After exchanging touchdowns, South Georgia got the ball back, and in a surprise, on-forth-and-nine on the Florida 13, South Georgia opted for a field goal. The Wildcats extended the lead 42-32.
Florida struck back with a 10 yard touchdown pass from Wallace to Chris Morant, 42-38 South Georgia.
Visions of driving for a game-ending touchdown didn't even have time to swirl in Wildcat helmets before the unbelievable happened, a fumble by Derrick Lloyd that rolled into the end zone recovered by Florida’s Tony Stubbs for a touchback. A gasp fell over the arena as Wallace worked his Magic, pun intended, as he completed a four yard pass to Benton to the South Georgia nine yard line.
A forth-and-one the pass to Benton was broken up by Daryon Brutley.
“Our DB’s stepped up,” said Coach Stingley. “We got some interceptions and pass breakups at the perfect times.”
For reasons known only to himself and his closest inner-council, Wildcat Head Coach Derek Stingley and Offensive Coordinator Rickey Foggie made a courageous call that produced the door closing touchdown. D. Bryant hit a wide open Chavis McCollister on a 40 yard TD pass.
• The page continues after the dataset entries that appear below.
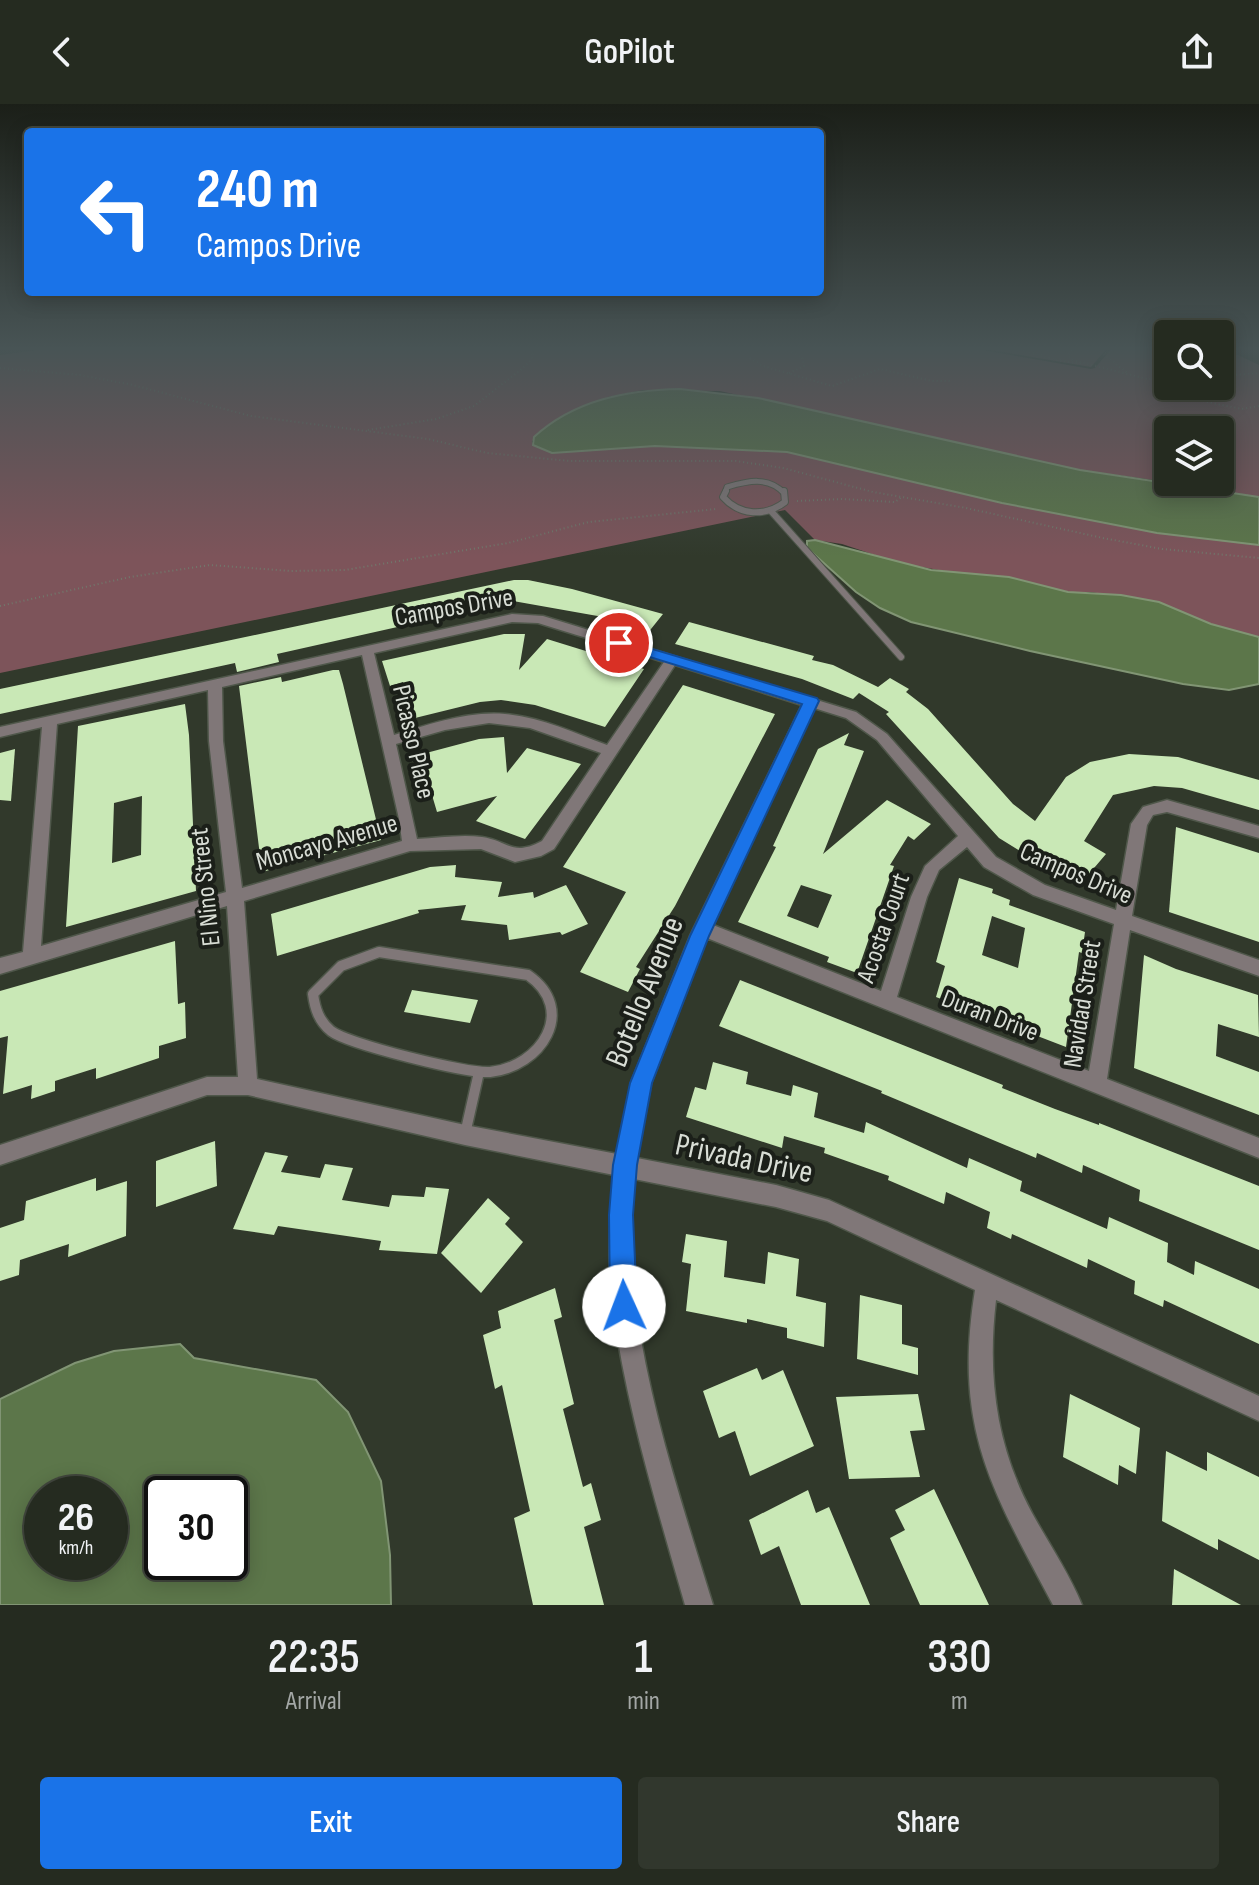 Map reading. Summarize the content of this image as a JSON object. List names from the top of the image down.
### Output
{
  "streets": {
    "street": [
      "Campos Drive",
      "Picasso Place",
      "Moncayo Avenue",
      "El Nino Street",
      "Acosta Court",
      "Botello Avenue",
      "Navidad Street",
      "Duran Drive",
      "Privada Drive"
    ]
  },
  "crossings": [
    ["Campos Drive", "Picasso Place"],
    ["Campos Drive", "Moncayo Avenue"],
    ["Campos Drive", "El Nino Street"],
    ["Campos Drive", "Acosta Court"],
    ["Campos Drive", "Botello Avenue"],
    ["Campos Drive", "Navidad Street"],
    ["Picasso Place", "Moncayo Avenue"],
    ["Moncayo Avenue", "El Nino Street"],
    ["El Nino Street", "Privada Drive"],
    ["Acosta Court", "Duran Drive"],
    ["Botello Avenue", "Duran Drive"],
    ["Botello Avenue", "Privada Drive"],
    ["Navidad Street", "Duran Drive"]
  ],
  "page": {
    "header": "GoPilot",
    "turn": ["240 m", "Campos Drive"],
    "speed": "26 km/h",
    "limit": "30",
    "eta": [
      "22:35",
      "Arrival",
      "1",
      "min",
      "330",
      "m"
    ],
    "buttons": ["Exit", "Share"]
  }
}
The play made Stingley and his coaching staff look like geniuses.
“We talked about it right before that play, we were running some hitches to run the clock out, but they dictated what we had to do, because they came out and pressed him,” said Stingley. “Chavis is a great athlete, he’s a slippery guy, I don’t think anybody can press him at the line of scrimmage that easy.”
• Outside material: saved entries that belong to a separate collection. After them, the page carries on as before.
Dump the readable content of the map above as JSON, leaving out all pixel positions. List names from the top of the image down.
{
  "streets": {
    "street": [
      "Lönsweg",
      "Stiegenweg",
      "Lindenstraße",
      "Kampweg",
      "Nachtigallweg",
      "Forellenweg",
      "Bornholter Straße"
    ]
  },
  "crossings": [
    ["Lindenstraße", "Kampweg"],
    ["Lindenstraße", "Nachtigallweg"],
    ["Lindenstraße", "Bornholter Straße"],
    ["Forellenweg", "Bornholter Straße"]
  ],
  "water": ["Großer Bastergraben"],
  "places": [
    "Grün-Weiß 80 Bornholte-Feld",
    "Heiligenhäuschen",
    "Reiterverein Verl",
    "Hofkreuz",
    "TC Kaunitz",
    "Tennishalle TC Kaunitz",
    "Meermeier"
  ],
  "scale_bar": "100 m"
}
From where I sat at the press booth, South Georgia is not a Cinderella team. It is not a David knocking off a Goliath. It is a darn good football team that combined with another darn good football team that gave football fans a game to remember and exaggerate about for many years to come, except that you can't exaggerate about what happened on Saturday, May 12, 2007 in Albany Georgia.
South Georgia wins 49-38.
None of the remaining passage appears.